We actually have two methods of batching jobs using Swiss Army Knife: 

1. Use `xargs` on our home system to run `dx run` statements for each file (@fig-batch1).
1. Submit an array of files as an input to Swiss Army Knife. Then process each file using the `icmd` input (@fig-batch2)

Both of these methods can potentially be useful.


## Finding files using `dx find data` {#sec-dx-find}

`dx find data` is a command that is extremely helpful on the DNAnexus platform. Based on metadata and folder paths, `dx find data` will return a list of files that meet the criteria. 

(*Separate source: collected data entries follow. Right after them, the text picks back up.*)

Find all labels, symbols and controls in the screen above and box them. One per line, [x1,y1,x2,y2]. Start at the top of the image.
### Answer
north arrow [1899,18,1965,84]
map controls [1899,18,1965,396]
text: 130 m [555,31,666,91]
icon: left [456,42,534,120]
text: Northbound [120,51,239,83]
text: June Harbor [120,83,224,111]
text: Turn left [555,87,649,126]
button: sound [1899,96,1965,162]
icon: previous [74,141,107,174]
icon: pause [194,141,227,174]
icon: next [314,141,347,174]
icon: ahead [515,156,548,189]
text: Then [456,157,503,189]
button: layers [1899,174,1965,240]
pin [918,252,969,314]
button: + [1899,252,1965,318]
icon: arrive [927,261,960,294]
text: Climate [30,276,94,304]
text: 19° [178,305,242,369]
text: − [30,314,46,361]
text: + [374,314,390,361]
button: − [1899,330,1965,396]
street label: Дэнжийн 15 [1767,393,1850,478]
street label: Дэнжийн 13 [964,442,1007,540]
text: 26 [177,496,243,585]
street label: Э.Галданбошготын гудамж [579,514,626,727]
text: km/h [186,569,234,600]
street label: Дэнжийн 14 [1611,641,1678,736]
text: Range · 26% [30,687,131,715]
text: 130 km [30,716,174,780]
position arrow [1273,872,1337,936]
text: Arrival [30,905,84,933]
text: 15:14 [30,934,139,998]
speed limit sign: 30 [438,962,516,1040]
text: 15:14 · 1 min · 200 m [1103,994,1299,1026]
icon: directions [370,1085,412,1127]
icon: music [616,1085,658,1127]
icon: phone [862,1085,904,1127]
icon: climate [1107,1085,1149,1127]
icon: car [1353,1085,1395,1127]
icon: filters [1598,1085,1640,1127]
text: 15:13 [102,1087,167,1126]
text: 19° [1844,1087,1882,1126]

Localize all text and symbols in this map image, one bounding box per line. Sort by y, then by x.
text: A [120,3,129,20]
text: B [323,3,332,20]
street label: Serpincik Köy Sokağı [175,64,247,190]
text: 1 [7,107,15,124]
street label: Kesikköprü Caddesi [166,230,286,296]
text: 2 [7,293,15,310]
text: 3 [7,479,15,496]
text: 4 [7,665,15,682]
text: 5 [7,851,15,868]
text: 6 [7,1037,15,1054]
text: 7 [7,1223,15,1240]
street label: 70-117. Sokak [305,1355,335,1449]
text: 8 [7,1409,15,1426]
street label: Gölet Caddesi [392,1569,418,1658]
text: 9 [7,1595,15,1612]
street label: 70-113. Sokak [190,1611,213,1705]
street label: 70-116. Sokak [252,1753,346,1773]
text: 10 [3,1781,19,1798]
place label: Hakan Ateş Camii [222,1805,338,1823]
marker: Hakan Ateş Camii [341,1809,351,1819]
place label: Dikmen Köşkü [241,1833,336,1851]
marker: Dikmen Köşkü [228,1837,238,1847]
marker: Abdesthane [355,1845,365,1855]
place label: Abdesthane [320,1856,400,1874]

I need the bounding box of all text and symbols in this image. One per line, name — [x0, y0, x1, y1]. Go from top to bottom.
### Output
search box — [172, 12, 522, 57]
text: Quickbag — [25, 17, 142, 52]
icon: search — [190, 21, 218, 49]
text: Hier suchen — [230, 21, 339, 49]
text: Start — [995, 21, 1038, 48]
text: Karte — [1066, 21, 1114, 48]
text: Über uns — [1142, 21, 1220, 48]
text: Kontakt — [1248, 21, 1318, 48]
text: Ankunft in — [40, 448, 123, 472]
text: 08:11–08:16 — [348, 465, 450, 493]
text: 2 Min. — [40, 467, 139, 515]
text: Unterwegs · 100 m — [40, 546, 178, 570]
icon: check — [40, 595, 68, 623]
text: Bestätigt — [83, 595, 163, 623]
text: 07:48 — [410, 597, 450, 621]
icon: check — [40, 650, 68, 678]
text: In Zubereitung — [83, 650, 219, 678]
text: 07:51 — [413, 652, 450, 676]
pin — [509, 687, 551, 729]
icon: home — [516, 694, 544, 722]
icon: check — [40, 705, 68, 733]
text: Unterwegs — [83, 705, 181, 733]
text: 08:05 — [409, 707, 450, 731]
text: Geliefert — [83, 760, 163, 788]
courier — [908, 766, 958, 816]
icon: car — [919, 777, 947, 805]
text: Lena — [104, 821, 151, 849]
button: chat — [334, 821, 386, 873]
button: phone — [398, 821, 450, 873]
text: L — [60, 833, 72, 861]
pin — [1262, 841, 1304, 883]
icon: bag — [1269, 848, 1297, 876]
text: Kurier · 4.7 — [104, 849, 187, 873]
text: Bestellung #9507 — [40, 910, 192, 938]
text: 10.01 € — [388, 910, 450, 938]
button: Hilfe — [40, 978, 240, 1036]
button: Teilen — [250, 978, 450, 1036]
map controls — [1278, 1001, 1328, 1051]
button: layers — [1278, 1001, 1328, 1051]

`dx find data` lets you search on the following types of metadata:

- tags `--tag`
- properties `--property`
- name `--name`
- type `--type`

It can output in a number of different formats. Including:

- `--brief` - return only the file-ids
- `--json` - return file information in JSON format
- `--verbose` - this is the default setting
- `--delimited` - return as a delimited text file

Of all of these, `--brief` and `--json` are the most useful for automation. `--delimited` is also helpful, but there is also a utility called `dx generate-batch-inputs` that will let us specify multiple inputs to process line by line. 

## Helpful `dx find data` examples

As we're starting off in our batch processing journey, I wanted to provide some helpful recipes for selecting files. 

### Find all *.bam files in a project

You can use wildcard characters with the `--name` flag. Here, we're looking for anything with the suffix "*.bam".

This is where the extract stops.